Washington Football Team Owner Daniel Snyder to Buy Out Club’s Minority Owners If Approved

If 24 of the NFL's 32 teams sign off on the deal, Snyder will become the sole owner of the WFT

WFT team owner Dan Snyder
WFT team owner Dan Snyder before a game in 2018.
John McDonnell/The Washington Post via Getty

The worst owner in the National Football League is going solo — if the rest of the league lets him.

Pending approval from 24 of the NFL’s 32 other teams, Washington Football Team principal owner Daniel Snyder will buy out the minority owners of his franchise and take sole possession of the organization. The ownership vote will take place at the annual league meeting next week.

Minority owners Fred Smith, Dwight Schar and Bob Rothman currently own 40.5% of Washington Football Inc. and have been waging a battle in court with Snyder about their shares of the team. If Snyder is allowed to buy them out, that dispute will be settled and the 56-year-old will assume complete control of the $3.5-billion franchise, according to The Associated Press.

Rothman, Schar and Smith, who bought into the team in 2003, have been trying to sell their stakes in the WFT since last spring when Snyder declined to pay them annual dividends to conserve the club’s cash with the status of the 2020 NFL season still in doubt due to COVID-19.

Buying out Smith, Schar and Rothman will cost Snyder, who bought a majority stake in the team in 1999, $875 million and he will have until 2028 to repay the debt, according to The New York Times. That’s a small price to pay to assume total control of a franchise Snyder has, after years of inept management, seemingly started to turn around.

After fighting it for years, Snyder finally consented to change Washington’s team name in July after 87 years of usage. In addition to rebranding his franchise as the Washington Football Team, Snyder also hired Jason Wright to be the NFL’s first Black team president.

Wright recently indicated that the WFT’s name, which was originally installed as a placeholder, may be permanent.

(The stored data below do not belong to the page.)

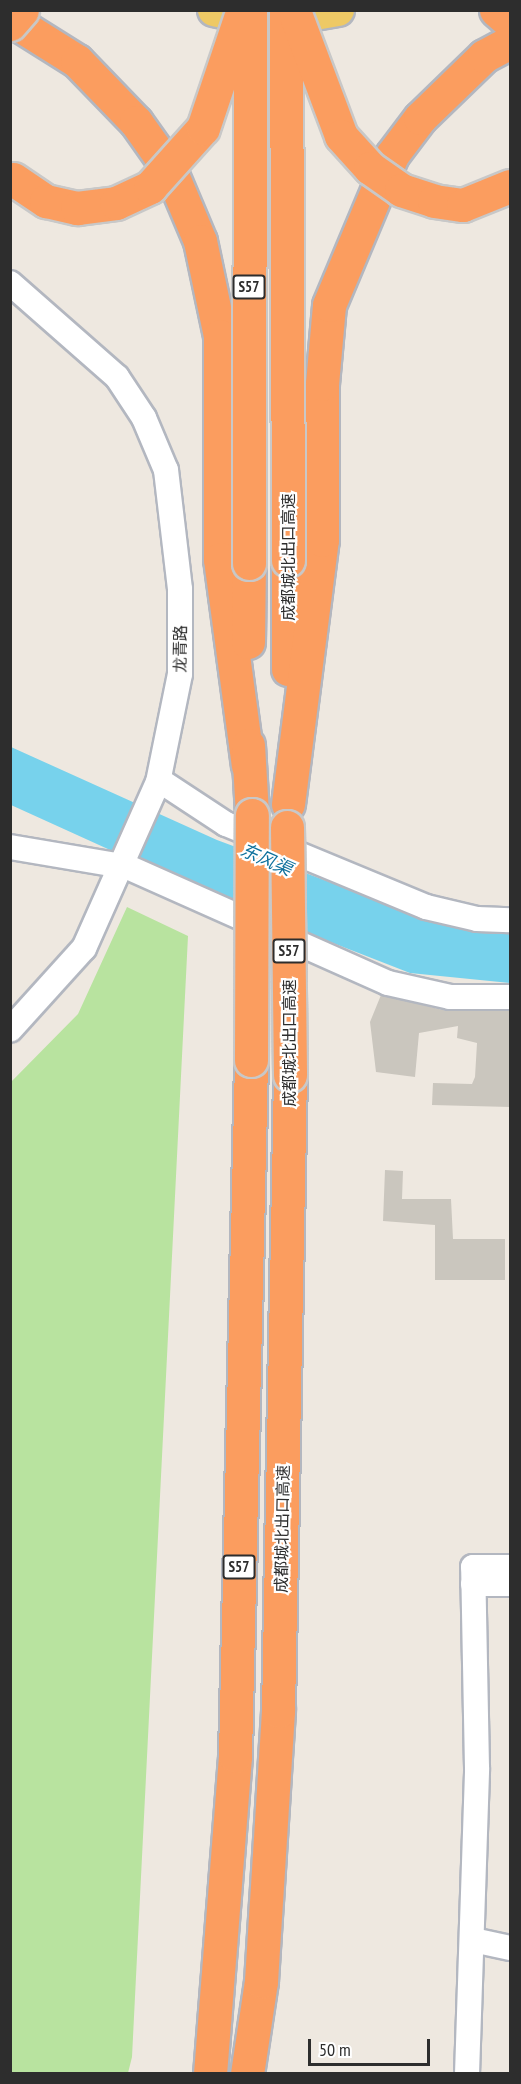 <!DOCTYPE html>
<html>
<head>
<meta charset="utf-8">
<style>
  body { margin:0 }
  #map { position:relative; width:521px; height:2084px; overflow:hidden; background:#eee8e0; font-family:"PT Sans Narrow","Noto Sans SC",sans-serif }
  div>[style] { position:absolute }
  .green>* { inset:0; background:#b8e39f }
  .water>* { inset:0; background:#77d2ec }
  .building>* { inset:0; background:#cac6be }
  .roads { filter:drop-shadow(2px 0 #b3b7c0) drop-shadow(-2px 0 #b3b7c0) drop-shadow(0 2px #b3b7c0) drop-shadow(0 -2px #b3b7c0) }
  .minor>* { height:24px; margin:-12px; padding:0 12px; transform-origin:12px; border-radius:12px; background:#fff }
  .major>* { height:32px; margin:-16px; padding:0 16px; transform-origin:16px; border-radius:16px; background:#eec965 }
  .highway>* { height:33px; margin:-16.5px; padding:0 16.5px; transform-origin:16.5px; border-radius:16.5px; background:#fb9d5f }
  .bridges { filter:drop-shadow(2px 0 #c8c8c8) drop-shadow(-2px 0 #c8c8c8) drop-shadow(0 2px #c8c8c8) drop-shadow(0 -2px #c8c8c8) }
  .highway-bridge>* { height:33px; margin:-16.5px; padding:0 16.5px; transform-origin:16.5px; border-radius:16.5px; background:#fb9d5f }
  span { translate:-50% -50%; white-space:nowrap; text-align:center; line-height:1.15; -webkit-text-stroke:4.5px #fff; paint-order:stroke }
  .shield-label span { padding:2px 4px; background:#fff; border:2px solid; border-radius:4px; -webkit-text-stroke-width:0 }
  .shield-label { font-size:15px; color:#2d2d2d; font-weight:700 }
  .street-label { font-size:16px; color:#2d2d2d }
  .water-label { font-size:18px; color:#11729d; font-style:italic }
  .frame { position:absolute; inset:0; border:12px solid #2d2d2d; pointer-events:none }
  .scale { position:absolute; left:308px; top:2039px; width:122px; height:27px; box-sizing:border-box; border:3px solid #2d2d2d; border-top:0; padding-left:8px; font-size:18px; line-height:21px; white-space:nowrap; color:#2d2d2d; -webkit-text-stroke:4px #fff; paint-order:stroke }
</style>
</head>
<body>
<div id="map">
  <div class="green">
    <i style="clip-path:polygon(127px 907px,188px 936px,132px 2057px,128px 2073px,11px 2073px,11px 1082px,78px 1014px)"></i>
  </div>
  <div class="water">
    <i style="clip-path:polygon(11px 747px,217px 840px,415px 914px,450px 926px,510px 928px,510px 983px,410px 973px,207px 894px,11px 805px)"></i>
  </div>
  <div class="building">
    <i style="clip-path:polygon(381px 995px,447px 1011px,510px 1011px,510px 1107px,432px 1105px,433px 1083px,472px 1084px,475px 1077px,477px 1043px,457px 1038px,458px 1026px,419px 1033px,415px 1077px,376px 1072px,370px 1022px)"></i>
    <i style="clip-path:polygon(385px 1170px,403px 1171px,402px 1199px,451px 1199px,453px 1239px,505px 1239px,505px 1280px,435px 1280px,435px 1225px,383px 1221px)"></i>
  </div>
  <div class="roads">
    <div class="minor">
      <i style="left:10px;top:283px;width:142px;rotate:41.3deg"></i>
      <i style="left:117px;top:377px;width:49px;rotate:56.6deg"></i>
      <i style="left:144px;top:418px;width:56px;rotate:67.1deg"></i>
      <i style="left:166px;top:470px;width:120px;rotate:83.3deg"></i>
      <i style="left:180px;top:589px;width:85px;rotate:90deg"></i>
      <i style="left:180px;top:674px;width:110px;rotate:101.5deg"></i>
      <i style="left:158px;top:782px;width:182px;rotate:114deg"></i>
      <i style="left:84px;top:948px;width:110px;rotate:132.1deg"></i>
      <i style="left:159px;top:780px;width:80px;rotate:33.3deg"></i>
      <i style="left:226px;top:824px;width:217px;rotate:22.5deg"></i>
      <i style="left:426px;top:907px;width:52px;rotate:13.2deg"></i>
      <i style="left:477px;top:919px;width:33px;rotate:2deg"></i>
      <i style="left:10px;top:847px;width:114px;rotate:9.6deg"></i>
      <i style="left:123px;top:865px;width:290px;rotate:24deg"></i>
      <i style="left:388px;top:983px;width:64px;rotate:12.7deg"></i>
      <i style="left:450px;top:997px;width:60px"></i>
      <i style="left:473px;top:1584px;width:37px"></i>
      <i style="left:473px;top:1940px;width:38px;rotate:12deg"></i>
      <i style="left:467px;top:2074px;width:306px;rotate:-88.1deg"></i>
      <i style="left:477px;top:1768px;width:201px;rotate:-91.1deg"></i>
      <i style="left:473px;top:1567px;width:37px"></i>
    </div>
    <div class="major">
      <i style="left:214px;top:10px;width:56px;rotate:12.3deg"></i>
      <i style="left:269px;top:22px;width:70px;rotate:-9.9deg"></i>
    </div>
    <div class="highway">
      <i style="left:496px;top:10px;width:18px;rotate:41deg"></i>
      <i style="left:10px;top:19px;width:79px;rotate:32.1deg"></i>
      <i style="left:77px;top:61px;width:85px;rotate:46deg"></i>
      <i style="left:136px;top:122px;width:59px;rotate:54.7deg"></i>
      <i style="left:170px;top:170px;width:77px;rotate:67.1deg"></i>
      <i style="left:200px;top:241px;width:97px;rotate:78.1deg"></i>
      <i style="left:220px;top:336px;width:223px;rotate:90deg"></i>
      <i style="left:220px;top:559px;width:208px;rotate:82.3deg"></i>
      <i style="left:248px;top:642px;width:79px;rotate:-89.3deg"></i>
      <i style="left:288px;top:669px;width:109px;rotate:-90deg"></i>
      <i style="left:248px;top:745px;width:70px;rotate:86.7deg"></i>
      <i style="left:288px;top:804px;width:266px;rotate:-82.7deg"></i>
      <i style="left:322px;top:540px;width:156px;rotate:-90deg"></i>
      <i style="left:322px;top:384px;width:79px;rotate:-84.9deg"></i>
      <i style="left:329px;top:305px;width:163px;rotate:-67.2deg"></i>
      <i style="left:392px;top:155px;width:46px;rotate:-52.9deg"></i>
      <i style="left:420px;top:118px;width:89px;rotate:-44.1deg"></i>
      <i style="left:484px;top:56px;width:30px;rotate:-28deg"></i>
      <i style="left:210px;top:2074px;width:319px;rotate:-85.5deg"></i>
      <i style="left:235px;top:1756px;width:696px;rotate:-88.68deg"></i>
      <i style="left:247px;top:2074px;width:94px;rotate:-81.4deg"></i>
      <i style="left:261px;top:1981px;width:271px;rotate:-86.4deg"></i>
      <i style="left:278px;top:1711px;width:636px;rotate:-88.92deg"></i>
    </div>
  </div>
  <div class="bridges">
    <div class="highway-bridge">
      <i style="left:286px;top:10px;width:550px;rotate:89.79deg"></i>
      <i style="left:296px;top:16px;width:128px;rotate:69.4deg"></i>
      <i style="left:341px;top:136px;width:43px;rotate:47.8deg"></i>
      <i style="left:370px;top:168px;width:38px;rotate:35deg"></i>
      <i style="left:401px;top:190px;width:35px;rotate:18deg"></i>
      <i style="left:434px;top:201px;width:29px;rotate:8deg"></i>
      <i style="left:463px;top:205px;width:51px;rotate:-22deg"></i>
      <i style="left:10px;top:24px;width:18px;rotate:-49deg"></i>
      <i style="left:13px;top:179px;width:40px;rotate:34deg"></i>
      <i style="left:46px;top:201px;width:32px;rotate:13deg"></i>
      <i style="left:77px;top:208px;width:39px;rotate:-7deg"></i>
      <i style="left:116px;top:203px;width:38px;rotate:-25deg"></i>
      <i style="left:150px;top:187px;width:79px;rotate:-48.1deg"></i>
      <i style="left:203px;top:128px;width:116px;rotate:-71.4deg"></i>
      <i style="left:249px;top:563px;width:553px;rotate:-89.9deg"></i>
      <i style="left:287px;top:827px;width:248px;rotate:89.3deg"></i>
      <i style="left:251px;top:1060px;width:245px;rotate:-89.8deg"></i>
    </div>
  </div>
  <div class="shield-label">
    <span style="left:249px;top:287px">S57</span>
    <span style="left:289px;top:951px">S57</span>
    <span style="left:239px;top:1567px">S57</span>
  </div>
  <div class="street-label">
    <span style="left:288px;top:557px;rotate:-90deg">成都城北出口高速</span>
    <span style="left:180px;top:649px;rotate:-89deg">龙青路</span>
    <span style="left:289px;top:1043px;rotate:-90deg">成都城北出口高速</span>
    <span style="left:282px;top:1529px;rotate:-89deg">成都城北出口高速</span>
  </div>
  <div class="water-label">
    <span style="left:266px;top:860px;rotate:24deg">东风渠</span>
  </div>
  <div class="frame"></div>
  <div class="scale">50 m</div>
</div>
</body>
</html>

“There are a set of folks that have warmed to the Washington Football Team,” Wright told ESPN. “Some of the things that are emerging from that are the Washington Football Team has something that ties deeply to our history. It feels like that isn’t jettisoning all the things we have been in the past, whereas something that’s completely new might feel that way. It’s important for a substantial part of our fan base to feel that this is a continuation of something versus a complete reset, something brand new.”

Though the team may stick with its current title, the organization will continue to accept fan suggestions for a new name and logo through April 5 and has already received 15,000 submissions.